Susana Giménez recibió en su programa a Karina Jelinek, una de las figuras más buscadas de los últimos tiempos. Definir en esos términos a Karina Jelinek es una de las paradojas de la televisión actual. La niña se ha hecho famosa exclusivamente por su impactante belleza y por su estilo, una cierta distancia del contorno de las cosas que la gente tiende a llamar estupidez. Ahora, para delicia de buena parte de la prensa, quedó involucrada en un asunto de ribetes delictivos.

Susana Giménez, por su parte, una mujer amada por el público de un modo indeleble, tiene su propia fama como entrevistadora: un día Charly García le tiró por el aire la hoja donde tenía anotadas todas las preguntas. Ella tiene lo suyo: cultiva su sonrisa hechicera y su eterno candor juvenil, siempre sorprendida, como si en el fondo no terminara de comprender lo que pasa.

Pero tal como quedó demostrado en esa entrevista reciente, ni Karina Jelinek es una estúpida ni Susana Giménez está distraída. Lejos de mostrarse condescendiente, Susana presionó a Jelinek para que dijera algo jugoso acerca de su marido, el hombre imputado.

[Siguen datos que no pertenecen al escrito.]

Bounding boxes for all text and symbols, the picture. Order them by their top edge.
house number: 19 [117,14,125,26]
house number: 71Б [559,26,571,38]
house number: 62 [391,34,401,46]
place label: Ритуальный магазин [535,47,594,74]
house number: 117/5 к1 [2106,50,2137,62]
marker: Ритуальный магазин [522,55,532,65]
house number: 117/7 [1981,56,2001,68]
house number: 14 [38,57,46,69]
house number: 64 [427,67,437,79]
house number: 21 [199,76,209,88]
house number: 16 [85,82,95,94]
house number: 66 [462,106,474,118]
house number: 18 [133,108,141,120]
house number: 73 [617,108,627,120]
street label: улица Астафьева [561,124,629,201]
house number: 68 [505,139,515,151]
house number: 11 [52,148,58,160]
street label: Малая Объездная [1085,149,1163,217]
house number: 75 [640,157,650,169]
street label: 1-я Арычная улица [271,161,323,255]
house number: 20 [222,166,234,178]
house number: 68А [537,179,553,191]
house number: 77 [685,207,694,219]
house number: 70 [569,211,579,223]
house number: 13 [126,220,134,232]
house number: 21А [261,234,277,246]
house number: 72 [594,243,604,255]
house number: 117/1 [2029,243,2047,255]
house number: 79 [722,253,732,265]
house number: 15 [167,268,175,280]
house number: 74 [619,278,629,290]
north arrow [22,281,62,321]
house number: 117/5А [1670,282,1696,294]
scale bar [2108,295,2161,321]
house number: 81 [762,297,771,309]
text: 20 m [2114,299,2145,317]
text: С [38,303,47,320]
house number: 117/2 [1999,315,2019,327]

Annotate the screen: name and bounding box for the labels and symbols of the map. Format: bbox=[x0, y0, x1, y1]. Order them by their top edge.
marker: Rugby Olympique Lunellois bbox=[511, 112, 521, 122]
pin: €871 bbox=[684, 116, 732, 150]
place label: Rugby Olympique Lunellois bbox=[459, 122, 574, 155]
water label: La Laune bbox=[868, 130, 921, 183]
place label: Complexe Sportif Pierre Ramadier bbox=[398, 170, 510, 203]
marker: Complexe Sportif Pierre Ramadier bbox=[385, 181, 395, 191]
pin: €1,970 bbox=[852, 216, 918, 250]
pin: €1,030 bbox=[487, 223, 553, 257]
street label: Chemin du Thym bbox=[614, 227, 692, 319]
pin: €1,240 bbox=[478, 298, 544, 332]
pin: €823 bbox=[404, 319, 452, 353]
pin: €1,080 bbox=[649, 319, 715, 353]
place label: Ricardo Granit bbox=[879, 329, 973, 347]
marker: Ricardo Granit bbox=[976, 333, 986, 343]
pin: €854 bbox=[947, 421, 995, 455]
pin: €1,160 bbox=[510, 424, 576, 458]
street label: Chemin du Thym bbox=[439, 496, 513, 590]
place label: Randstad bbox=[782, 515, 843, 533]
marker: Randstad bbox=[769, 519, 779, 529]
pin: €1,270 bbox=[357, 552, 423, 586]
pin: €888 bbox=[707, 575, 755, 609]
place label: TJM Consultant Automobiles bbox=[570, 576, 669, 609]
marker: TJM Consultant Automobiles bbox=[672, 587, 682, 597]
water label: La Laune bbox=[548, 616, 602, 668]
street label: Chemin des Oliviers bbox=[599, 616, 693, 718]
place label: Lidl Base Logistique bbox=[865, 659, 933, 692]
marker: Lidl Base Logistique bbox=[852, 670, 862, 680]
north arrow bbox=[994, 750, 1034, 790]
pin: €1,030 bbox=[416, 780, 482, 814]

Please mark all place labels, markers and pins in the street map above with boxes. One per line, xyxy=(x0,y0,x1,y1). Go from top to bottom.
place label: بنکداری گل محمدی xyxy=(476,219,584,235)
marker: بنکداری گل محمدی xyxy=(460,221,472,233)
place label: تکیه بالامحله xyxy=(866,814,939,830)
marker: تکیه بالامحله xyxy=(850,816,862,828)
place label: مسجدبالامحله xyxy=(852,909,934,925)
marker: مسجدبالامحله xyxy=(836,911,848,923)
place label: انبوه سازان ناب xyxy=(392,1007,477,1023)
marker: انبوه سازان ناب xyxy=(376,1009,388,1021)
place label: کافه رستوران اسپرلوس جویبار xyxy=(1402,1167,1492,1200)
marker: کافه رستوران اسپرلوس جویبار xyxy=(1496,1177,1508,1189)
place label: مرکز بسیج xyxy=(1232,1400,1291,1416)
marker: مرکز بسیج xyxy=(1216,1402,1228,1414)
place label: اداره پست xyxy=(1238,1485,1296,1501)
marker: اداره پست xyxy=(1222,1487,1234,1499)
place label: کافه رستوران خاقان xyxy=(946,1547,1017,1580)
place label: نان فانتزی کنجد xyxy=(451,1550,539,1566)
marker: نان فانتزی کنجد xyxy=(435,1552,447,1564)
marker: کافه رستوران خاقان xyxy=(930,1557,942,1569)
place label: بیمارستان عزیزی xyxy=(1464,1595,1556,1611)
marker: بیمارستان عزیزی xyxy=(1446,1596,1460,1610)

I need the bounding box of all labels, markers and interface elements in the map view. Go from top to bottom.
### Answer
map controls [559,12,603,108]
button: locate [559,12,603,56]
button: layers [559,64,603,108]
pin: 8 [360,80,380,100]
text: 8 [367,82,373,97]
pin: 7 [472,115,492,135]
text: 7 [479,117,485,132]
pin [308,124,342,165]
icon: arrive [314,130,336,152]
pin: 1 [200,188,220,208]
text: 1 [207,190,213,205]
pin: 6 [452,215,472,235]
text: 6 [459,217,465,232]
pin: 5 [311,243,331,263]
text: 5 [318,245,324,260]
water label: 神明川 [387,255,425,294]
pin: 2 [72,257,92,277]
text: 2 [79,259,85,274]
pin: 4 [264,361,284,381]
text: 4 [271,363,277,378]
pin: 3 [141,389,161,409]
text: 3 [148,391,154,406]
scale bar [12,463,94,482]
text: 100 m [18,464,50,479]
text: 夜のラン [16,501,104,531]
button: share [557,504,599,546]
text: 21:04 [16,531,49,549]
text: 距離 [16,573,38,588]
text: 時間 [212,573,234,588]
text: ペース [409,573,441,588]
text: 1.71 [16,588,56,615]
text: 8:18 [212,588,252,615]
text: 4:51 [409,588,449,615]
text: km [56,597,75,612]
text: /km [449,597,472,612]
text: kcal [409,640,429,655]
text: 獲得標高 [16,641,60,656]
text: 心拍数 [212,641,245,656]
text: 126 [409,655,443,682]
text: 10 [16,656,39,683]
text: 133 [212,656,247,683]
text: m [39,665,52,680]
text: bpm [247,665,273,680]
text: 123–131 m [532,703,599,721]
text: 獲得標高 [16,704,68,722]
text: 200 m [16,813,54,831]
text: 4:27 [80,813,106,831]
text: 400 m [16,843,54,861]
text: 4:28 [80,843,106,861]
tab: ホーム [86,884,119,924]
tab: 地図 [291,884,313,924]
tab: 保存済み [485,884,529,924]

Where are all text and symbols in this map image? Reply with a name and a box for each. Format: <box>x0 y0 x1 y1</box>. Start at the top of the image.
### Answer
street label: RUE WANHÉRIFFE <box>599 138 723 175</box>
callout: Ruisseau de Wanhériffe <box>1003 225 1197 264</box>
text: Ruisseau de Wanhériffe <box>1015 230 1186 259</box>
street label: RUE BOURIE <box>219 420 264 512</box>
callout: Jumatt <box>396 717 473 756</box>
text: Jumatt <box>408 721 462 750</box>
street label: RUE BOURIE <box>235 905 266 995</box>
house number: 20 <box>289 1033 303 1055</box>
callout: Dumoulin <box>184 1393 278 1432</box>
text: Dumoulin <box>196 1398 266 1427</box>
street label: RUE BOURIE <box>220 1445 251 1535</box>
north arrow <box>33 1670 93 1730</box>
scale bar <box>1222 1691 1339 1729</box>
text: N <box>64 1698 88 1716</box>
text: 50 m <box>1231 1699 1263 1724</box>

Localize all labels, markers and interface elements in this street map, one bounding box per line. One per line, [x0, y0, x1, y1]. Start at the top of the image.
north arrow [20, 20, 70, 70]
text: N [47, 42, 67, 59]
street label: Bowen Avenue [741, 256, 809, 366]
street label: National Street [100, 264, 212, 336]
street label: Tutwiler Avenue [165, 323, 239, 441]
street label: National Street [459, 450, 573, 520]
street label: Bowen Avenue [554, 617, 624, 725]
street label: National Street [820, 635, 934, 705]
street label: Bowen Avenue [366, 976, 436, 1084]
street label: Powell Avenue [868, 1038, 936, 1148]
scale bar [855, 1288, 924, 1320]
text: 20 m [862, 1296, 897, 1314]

Pero chocó cada vez contra un discurso tan sólido que provocó, por primera vez que yo recuerde, la repregunta en Susana y hasta un dejo de fastidio.

El discurso de Jelinek era de hierro: como soy una estúpida (“las mujeres cuando nos enamoramos nos volvemos boludas”) no sé si mi marido hizo algo malo. Él no me cuenta todo. Pero aun en medio de la tormenta permanezo a su lado. Creo en la justicia. Todo se va a resolver. Soy un amor.

No hay muchas estúpidas capaces de sentarse en el living de Susana Giménez y enfrentar el embate con semejante pericia. Y a Susana, por una vez, se le notaba todo lo que pensaba. Fue un gran momento de la televisión.